Benchmarking Zasper v/s JupyterLab (Jupyter Server)

28 April 2025 by Prasun Anand

The primary goal of this benchmarking exercise is to compare the performance of Zasper against the traditional Jupyter Server. Through this comparison, we aim to determine how Zasper performs in a real-world scenario where multiple execute requests are made, with particular interest in resource consumption and efficiency. The focus areas for evaluation are:

CPU Usage
RAM Usage
Throughput
Latency
Resilience

Zasper is an IDE designed from the ground up to support massive concurrency.

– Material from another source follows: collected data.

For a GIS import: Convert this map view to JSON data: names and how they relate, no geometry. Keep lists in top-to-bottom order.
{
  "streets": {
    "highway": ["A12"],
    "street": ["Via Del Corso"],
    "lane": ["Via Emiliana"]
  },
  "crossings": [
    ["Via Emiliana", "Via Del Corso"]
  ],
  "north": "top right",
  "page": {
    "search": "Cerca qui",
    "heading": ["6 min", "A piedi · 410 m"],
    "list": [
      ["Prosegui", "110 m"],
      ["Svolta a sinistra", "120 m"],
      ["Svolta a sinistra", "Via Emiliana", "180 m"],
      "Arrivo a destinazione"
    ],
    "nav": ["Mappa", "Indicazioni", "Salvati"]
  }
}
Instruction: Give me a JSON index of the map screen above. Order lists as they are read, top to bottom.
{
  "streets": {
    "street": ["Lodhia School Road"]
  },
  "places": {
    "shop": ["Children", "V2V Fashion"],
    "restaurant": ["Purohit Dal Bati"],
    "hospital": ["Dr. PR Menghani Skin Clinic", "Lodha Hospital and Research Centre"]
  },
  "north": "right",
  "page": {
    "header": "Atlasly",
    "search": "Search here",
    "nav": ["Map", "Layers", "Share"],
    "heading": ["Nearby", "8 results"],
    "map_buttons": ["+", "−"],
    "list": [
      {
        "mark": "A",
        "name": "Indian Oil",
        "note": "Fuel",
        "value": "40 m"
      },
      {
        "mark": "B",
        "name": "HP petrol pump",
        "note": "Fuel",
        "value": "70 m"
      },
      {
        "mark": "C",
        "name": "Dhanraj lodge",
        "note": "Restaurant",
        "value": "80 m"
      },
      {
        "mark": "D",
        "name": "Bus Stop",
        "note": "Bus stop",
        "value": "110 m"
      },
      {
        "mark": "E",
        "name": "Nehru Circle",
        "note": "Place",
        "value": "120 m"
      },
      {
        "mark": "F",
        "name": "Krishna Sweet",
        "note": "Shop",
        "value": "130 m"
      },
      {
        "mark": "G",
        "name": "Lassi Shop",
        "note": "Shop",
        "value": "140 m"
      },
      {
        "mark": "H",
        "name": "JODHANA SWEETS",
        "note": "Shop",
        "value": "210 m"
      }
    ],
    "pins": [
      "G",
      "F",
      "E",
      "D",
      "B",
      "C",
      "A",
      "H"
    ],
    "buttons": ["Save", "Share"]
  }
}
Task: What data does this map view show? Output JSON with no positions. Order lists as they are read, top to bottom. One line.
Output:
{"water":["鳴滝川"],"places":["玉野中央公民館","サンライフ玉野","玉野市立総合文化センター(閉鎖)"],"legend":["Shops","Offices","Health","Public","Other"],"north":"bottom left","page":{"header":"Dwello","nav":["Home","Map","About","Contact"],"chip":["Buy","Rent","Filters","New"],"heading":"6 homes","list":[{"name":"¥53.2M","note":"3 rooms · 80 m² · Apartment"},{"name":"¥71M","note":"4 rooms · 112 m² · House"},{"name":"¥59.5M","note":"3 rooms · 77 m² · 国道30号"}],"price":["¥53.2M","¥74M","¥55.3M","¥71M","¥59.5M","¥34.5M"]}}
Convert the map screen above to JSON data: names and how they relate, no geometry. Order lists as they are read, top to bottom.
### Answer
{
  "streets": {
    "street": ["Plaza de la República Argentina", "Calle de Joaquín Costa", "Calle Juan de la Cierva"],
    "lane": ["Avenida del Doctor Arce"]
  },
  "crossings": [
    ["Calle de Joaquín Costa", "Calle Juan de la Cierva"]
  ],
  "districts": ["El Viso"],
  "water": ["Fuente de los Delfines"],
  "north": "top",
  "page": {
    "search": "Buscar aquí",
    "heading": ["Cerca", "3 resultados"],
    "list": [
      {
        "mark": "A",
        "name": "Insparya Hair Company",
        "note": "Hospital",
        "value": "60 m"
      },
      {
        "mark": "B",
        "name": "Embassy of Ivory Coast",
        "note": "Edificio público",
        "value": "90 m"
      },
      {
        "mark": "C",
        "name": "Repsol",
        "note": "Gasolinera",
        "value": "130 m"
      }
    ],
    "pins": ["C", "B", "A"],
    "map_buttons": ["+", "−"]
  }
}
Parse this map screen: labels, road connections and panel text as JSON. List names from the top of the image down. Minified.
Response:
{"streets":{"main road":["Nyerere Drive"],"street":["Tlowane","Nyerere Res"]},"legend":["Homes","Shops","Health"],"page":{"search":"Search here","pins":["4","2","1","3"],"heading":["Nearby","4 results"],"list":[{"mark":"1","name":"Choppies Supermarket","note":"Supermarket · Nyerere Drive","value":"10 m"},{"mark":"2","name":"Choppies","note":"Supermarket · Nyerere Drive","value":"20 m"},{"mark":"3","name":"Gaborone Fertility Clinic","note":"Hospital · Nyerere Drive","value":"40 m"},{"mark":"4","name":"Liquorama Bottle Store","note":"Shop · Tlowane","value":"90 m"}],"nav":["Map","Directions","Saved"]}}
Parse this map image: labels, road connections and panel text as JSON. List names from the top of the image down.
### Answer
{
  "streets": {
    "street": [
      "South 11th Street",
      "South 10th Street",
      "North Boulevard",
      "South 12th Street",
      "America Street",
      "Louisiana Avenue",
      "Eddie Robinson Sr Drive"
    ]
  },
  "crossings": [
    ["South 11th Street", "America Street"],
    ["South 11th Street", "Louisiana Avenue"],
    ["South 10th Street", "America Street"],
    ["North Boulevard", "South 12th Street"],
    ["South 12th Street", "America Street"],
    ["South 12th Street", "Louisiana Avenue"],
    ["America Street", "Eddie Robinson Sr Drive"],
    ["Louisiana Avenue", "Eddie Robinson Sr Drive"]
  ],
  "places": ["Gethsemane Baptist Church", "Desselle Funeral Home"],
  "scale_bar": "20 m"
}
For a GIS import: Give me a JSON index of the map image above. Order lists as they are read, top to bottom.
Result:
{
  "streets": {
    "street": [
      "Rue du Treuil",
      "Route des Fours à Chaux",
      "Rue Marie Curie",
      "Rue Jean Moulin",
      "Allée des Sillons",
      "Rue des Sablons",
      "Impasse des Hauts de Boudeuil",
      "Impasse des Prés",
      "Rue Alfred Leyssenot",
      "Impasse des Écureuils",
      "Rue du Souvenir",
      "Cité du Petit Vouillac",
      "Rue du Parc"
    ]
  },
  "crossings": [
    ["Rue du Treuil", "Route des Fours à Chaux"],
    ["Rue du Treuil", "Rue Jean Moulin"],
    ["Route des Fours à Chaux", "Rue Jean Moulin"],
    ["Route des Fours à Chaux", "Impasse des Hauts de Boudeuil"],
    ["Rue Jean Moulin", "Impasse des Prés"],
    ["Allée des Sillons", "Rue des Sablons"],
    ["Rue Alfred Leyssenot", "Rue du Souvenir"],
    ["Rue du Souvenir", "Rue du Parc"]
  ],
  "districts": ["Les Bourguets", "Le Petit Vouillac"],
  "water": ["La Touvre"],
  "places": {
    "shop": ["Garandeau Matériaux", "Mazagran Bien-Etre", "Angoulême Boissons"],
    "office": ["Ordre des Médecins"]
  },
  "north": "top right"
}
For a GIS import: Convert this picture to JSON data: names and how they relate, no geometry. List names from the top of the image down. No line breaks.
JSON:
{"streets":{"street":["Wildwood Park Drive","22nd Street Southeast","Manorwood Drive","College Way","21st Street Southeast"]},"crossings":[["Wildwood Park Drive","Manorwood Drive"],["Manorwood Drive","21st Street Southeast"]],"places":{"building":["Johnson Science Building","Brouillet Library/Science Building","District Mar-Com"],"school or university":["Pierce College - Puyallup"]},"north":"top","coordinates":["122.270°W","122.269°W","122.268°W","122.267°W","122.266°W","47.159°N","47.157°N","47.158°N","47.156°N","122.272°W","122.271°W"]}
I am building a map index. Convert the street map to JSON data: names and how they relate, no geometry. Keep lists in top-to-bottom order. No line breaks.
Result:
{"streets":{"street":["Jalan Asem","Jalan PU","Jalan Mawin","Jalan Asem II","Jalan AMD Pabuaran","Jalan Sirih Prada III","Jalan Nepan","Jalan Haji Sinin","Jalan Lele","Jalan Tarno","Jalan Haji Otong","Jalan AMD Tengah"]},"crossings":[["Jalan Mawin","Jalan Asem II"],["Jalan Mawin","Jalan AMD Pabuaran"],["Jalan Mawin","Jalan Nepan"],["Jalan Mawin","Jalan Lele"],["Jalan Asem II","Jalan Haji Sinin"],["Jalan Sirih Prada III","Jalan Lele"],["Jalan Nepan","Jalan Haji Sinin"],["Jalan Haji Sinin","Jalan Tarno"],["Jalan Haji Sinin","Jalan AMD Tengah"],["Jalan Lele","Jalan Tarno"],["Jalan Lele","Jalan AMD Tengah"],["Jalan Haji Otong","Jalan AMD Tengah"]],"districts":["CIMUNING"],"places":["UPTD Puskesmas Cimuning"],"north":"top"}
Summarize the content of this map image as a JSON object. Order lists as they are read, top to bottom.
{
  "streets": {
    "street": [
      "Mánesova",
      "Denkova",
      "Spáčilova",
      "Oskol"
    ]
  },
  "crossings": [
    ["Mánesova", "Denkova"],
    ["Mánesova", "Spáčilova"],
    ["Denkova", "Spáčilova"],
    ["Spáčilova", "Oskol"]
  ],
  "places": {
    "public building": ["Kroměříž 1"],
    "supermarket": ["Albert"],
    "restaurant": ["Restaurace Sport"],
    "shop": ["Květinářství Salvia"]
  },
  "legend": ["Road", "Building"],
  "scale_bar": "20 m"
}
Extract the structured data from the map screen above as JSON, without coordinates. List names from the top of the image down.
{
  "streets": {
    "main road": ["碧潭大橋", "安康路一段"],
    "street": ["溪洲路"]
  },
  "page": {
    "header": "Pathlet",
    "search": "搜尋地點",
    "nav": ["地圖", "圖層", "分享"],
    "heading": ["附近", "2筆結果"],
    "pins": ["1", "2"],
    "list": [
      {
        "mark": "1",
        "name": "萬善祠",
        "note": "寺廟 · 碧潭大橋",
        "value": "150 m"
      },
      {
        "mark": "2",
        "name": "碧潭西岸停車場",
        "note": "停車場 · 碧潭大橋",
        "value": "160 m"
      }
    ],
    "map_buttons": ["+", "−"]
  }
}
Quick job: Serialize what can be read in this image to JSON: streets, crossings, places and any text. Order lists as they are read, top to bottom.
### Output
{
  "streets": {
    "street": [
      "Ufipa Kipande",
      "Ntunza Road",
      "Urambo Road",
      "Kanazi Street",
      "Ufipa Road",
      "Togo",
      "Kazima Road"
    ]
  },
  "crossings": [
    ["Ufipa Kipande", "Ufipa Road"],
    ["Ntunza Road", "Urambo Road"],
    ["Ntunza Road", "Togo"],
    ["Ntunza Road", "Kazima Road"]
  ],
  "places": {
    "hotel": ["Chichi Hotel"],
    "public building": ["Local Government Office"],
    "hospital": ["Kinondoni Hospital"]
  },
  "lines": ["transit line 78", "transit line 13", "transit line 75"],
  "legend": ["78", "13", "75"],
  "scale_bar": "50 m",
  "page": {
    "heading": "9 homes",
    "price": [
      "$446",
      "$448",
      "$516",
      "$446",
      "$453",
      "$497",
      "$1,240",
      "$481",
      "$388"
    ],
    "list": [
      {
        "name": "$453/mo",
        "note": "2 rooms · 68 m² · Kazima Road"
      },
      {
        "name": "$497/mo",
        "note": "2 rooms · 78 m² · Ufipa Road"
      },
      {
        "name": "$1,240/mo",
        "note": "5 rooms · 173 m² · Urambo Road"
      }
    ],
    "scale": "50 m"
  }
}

It provides a minimal memory footprint, exceptional speed, and the ability to handle numerous concurrent connections.

It implements Jupyter’s wire protocol and can efficiently run Jupyter Notebooks.

Project Github Link | Benchmark Code Github Link

Key Findings at a Glance

Performance Gap: Zasper consistently outperforms Jupyter Server across all tested metrics
Resource Efficiency:
- CPU: Zasper uses up to 5X less CPU resources
- RAM: Zasper uses up to 40X less memory
Scalability: Zasper maintained performance with 64 kernels at 10 RPS per kernel, while Jupyter Server began failing at this load
Resilience: Zasper only failed under extremely high loads (64 kernels at 100 RPS per kernel)
Recovery: Zasper recovers more gracefully from overload conditions

Note: Jupyter Server powers Jupyterlab. Hence, I use the terms interchangeably.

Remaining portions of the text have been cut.